Following a 2010 report on health promotion, risk reduction and suicide prevention in the Army that cites prescription drug abuse as a growing issue, the Army is making changes to reduce the misuse of prescription pain medications.
Prescription drug abuse in the military mirrors a growing trend in the country as a whole, but soldiers may have specific job-related reasons to start using prescription painkillers, which can lead to abuse, says Col. Paul Bliese, Ph.D., Director of the Center for Military Psychiatry and Neuroscience at the Walter Reed Army Institute of Research.
While young adults in the general population who abuse prescription drugs often do so to get high, soldiers tend to misuse prescription painkillers to treat pain, not for recreational use, Col. Bliese says.
“The military has seen an increase in the rate of prescription drug abuse, and that’s to be expected since we draw from the civilian population, which is also seeing a rise,” Col. Bliese said. “But we also tend to create chronic pain as an occupational hazard. Soldiers are wearing body armor, carrying heavy backpacks, wearing helmets and getting banged around in vehicles in addition to getting physically injured in combat.”
The report by the Army’s Suicide Prevention Task Force, entitled Health Promotion, Risk Reduction, Suicide Prevention, notes that while pharmaceutical drugs account for only 18 percent of illicit drug use cases in the Army, they were involved in almost one-third of the active duty suicides the previous year. The report also states that of the 188 accidental or undetermined deaths caused by drugs or alcohol from 2006-2009, 139 (72 percent) were caused by prescription drugs. Recently reported data indicates that 73% of the accidental or undetermined deaths in 2010 were related to prescription medications.

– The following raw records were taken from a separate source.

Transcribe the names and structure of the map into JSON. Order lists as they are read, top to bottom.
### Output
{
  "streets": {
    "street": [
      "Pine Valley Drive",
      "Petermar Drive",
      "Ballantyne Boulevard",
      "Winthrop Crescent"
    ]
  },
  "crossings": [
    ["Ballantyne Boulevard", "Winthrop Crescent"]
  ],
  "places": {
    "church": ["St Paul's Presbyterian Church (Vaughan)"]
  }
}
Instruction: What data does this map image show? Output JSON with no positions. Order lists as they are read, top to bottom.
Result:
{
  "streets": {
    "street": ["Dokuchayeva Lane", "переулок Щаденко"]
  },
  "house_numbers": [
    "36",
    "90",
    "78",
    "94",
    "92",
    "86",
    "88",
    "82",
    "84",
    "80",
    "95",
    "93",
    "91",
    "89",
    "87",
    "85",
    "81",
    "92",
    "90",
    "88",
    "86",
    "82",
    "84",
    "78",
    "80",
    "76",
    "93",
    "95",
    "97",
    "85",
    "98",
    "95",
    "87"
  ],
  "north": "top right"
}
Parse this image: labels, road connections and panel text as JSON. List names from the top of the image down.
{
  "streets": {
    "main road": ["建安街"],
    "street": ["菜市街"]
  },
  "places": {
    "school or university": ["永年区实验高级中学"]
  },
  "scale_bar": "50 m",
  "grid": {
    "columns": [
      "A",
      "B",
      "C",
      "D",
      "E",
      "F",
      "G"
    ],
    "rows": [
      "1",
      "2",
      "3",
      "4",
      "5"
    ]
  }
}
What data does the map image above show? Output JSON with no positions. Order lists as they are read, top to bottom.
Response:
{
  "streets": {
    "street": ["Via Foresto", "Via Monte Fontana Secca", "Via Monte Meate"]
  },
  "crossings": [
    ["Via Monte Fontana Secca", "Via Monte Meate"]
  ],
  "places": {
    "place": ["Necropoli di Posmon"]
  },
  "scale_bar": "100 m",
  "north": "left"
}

Oxycodone and hydrocodone have become the second and third most frequently used pain management medications in the U.S. military, the report notes.
The report contains more than 250 recommendations to identify and mitigate problems in the Army related to suicide and high-risk soldier behavior, including several recommendations aimed at curbing prescription drug abuse.
Limiting Duration of Prescriptions
One recommendation that the Army has implemented is limiting the duration of a prescription so that it is not considered valid after six months without a doctor’s reevaluation and renewal, says Bruce Shahbaz of the Army’s Health Promotion and Risk Reduction Task Force. Previously, the amount of time a soldier could use a prescription was open-ended. “If a person tested positive for a prescription pain medication, they could say, ‘I hurt my knee last weekend and I’m just using up an old prescription,’ but we’ve eliminated that excuse,” he says.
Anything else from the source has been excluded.